▶ **Task**
Could you copy each line of the listing that holds "image"?

▶ **Supplied information**
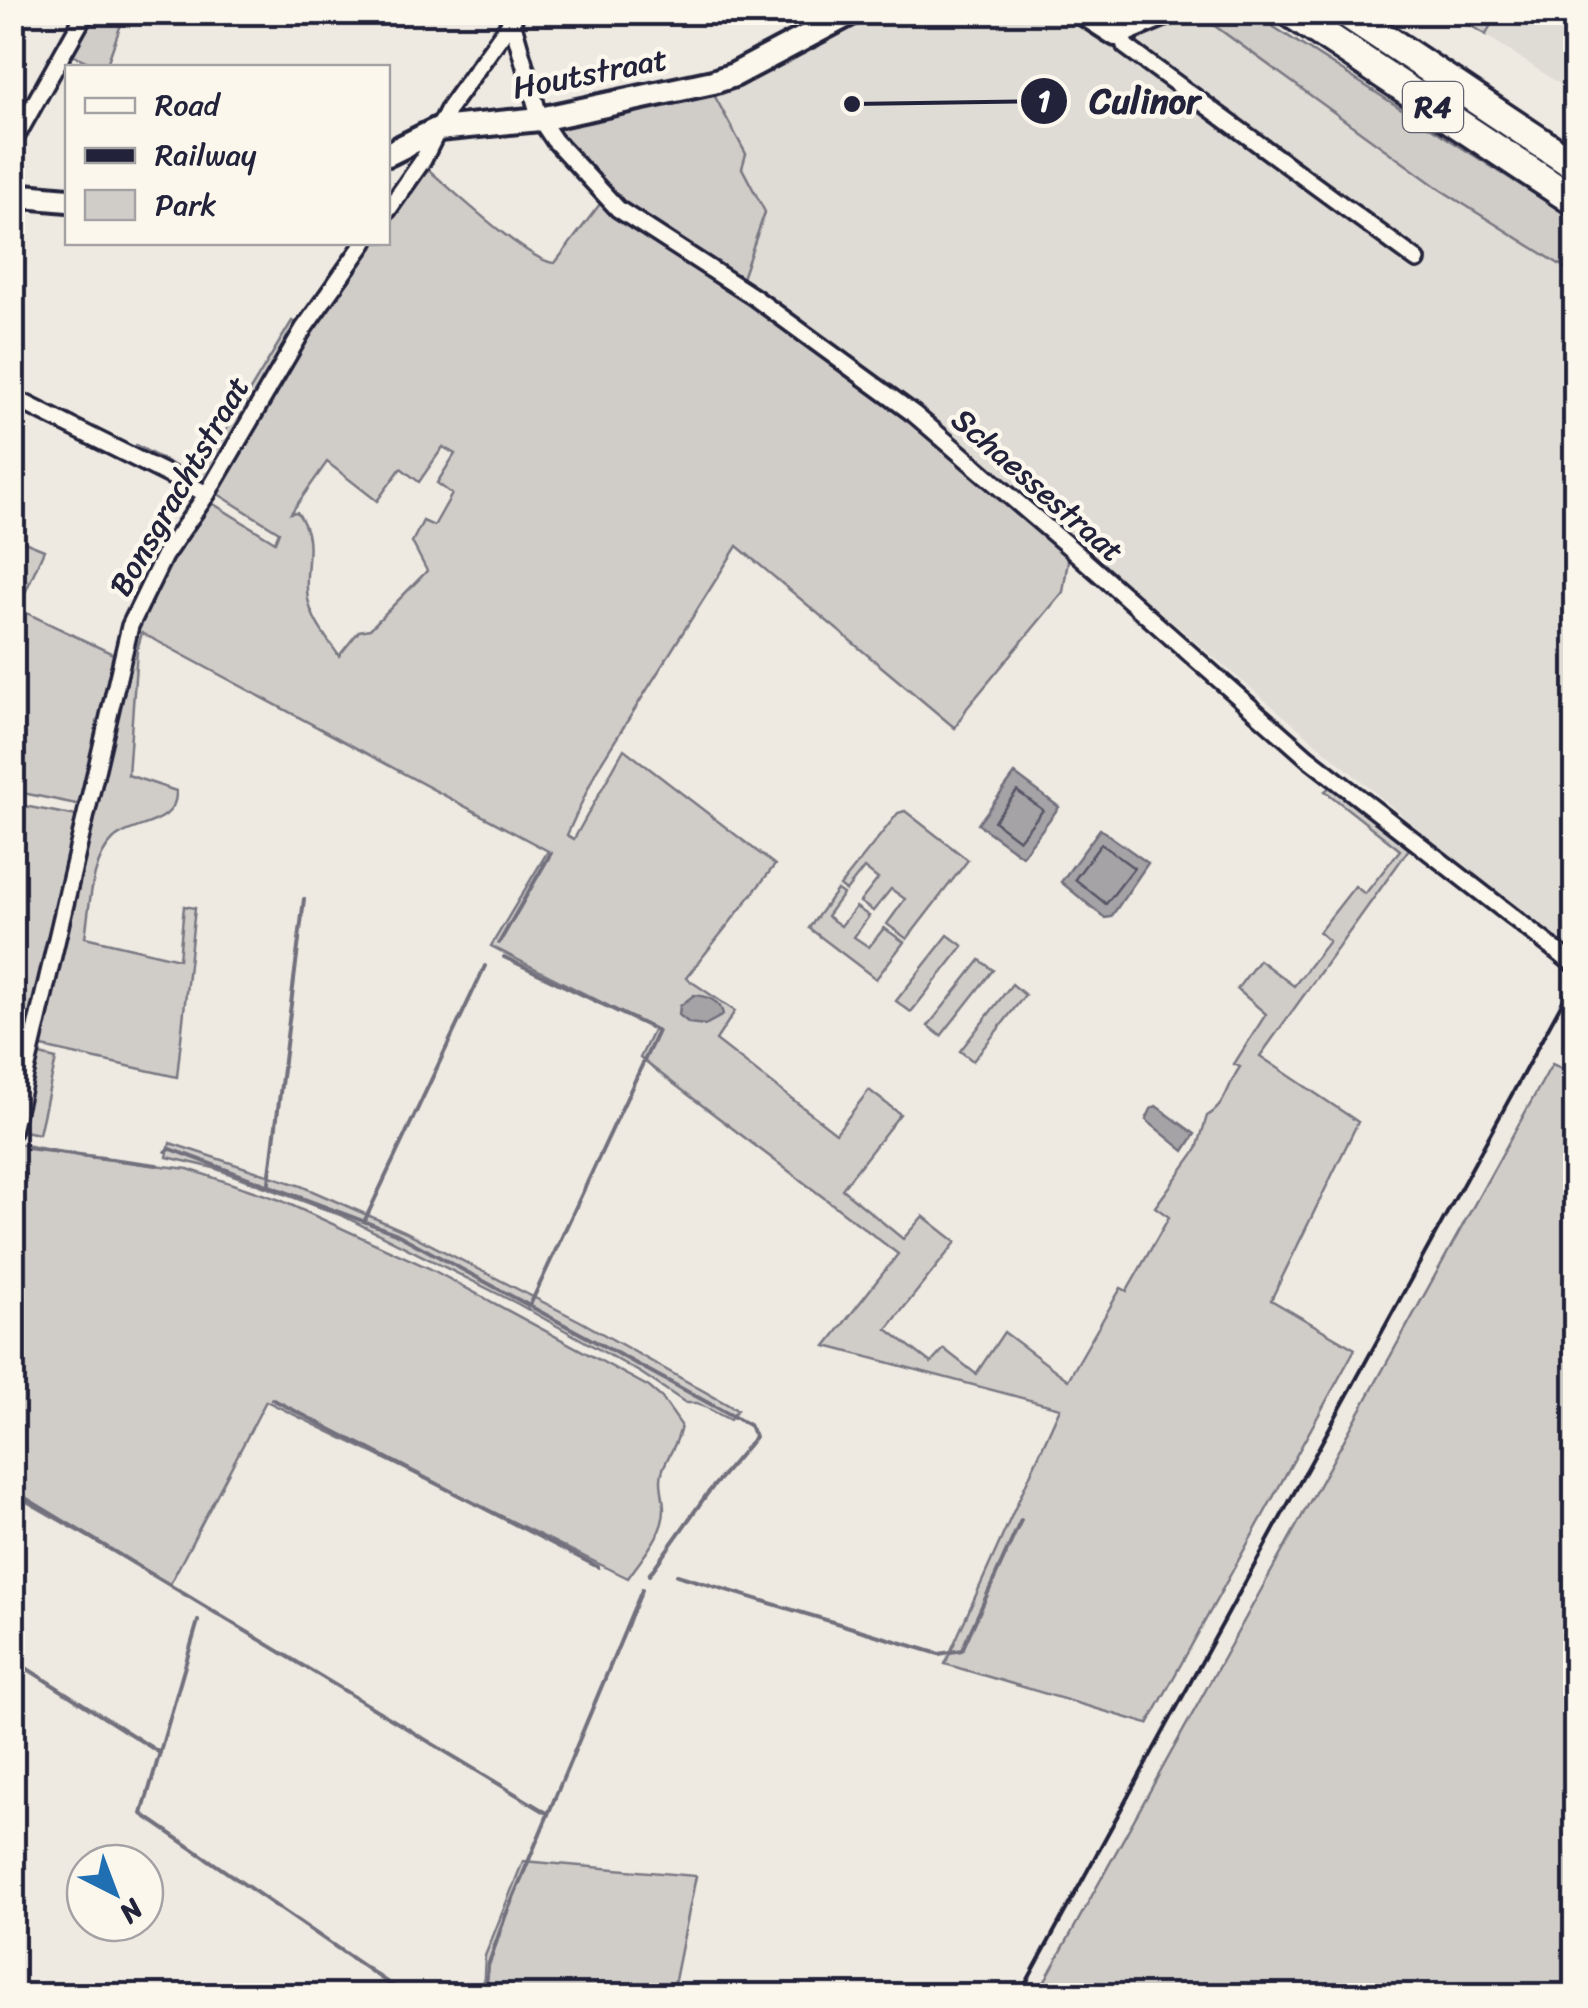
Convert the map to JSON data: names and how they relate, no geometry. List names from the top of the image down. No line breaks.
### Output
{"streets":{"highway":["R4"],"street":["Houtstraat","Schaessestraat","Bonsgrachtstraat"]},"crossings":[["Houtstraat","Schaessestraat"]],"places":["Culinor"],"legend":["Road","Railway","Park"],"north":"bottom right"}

* * *

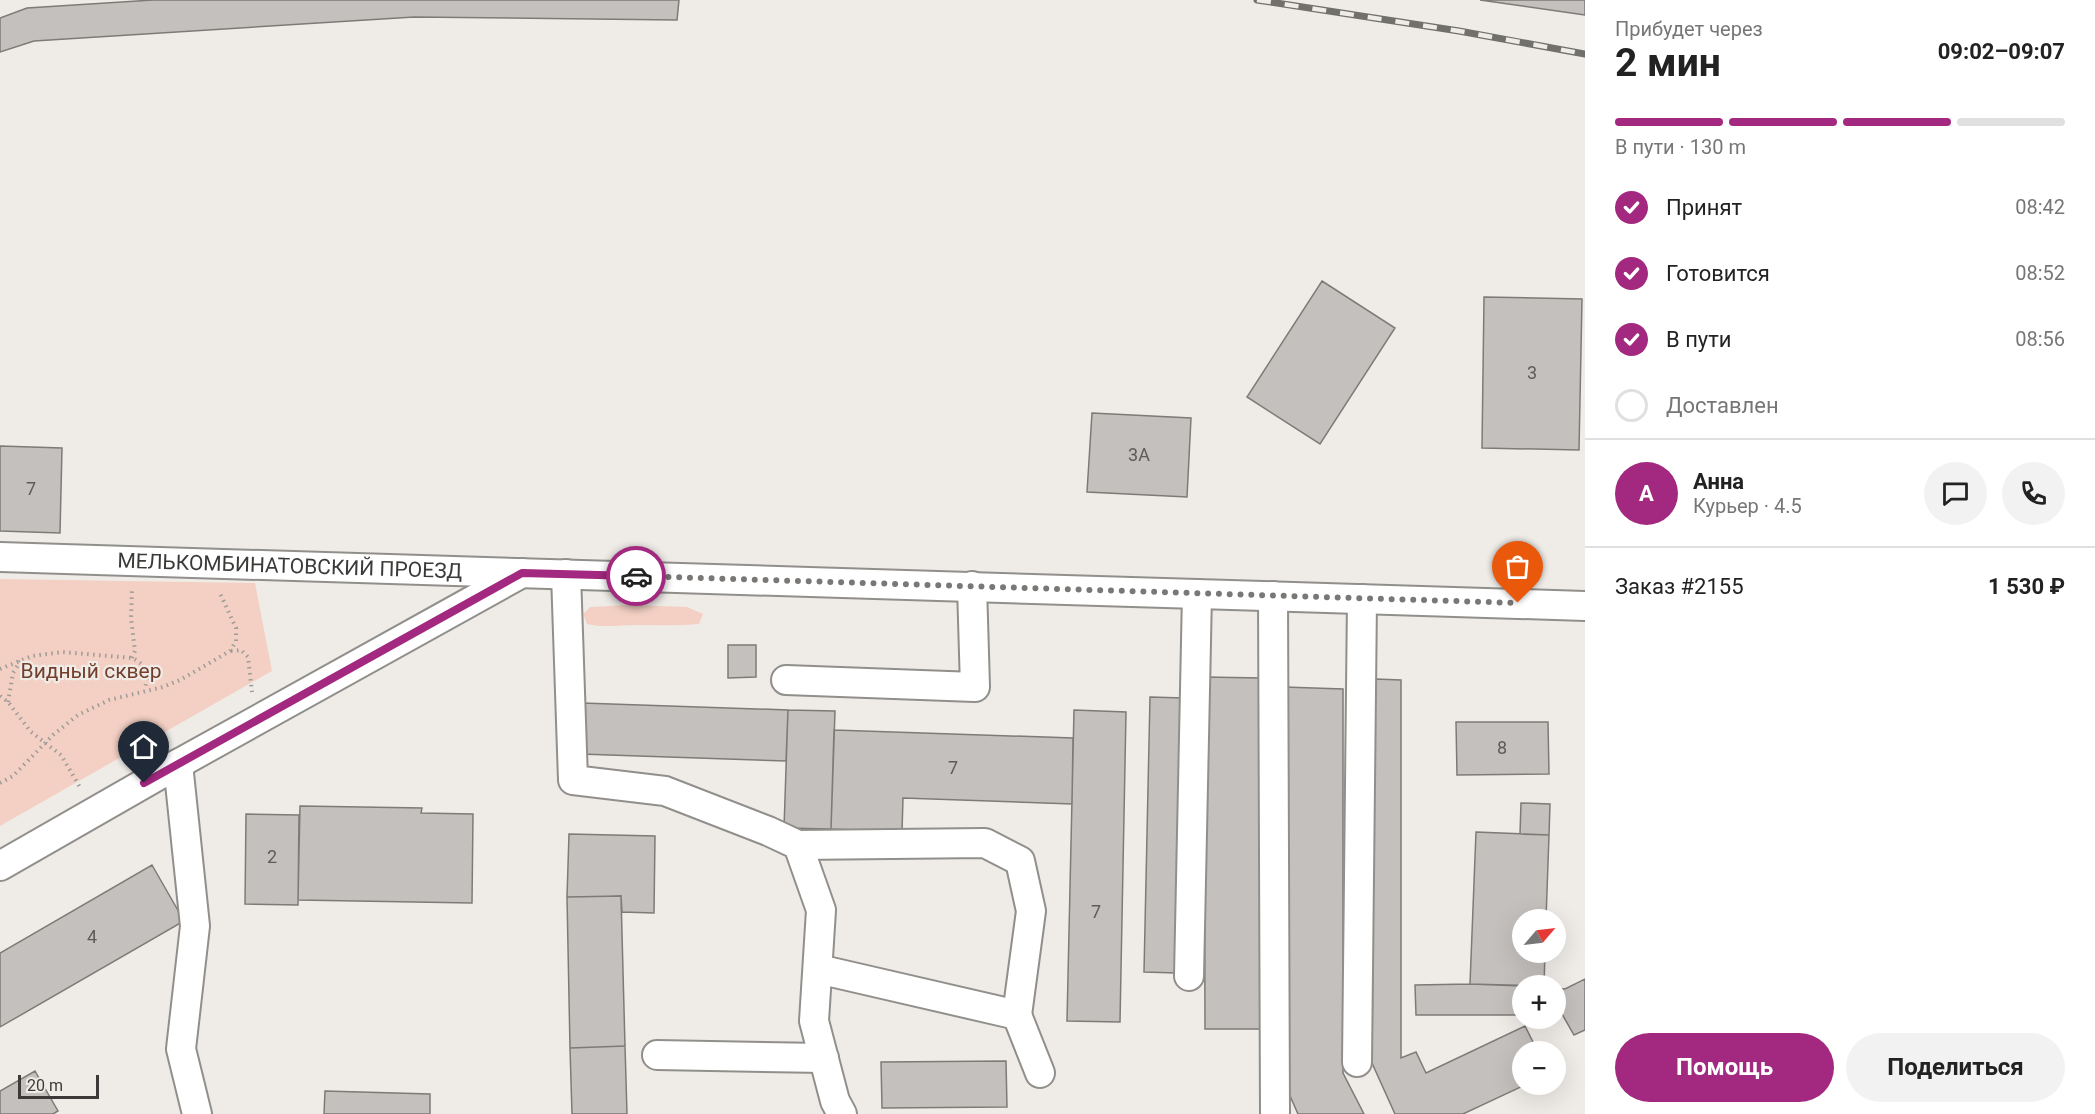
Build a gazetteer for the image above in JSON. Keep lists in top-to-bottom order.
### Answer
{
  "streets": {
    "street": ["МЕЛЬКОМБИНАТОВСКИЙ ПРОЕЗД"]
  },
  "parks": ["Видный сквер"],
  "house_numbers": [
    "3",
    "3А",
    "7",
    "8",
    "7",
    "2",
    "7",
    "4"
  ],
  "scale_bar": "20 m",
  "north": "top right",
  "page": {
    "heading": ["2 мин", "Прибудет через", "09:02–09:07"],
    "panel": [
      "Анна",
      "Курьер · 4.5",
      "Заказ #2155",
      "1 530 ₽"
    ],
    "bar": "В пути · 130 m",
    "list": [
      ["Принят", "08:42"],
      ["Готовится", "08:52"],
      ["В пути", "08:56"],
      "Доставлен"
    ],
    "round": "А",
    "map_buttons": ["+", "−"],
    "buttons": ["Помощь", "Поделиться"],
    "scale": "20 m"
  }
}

▶ **Reply to the exercise**
Convert the map to JSON data: names and how they relate, no geometry. List names from the top of the image down. No line breaks.
Build a gazetteer for the image above in JSON. Keep lists in top-to-bottom order.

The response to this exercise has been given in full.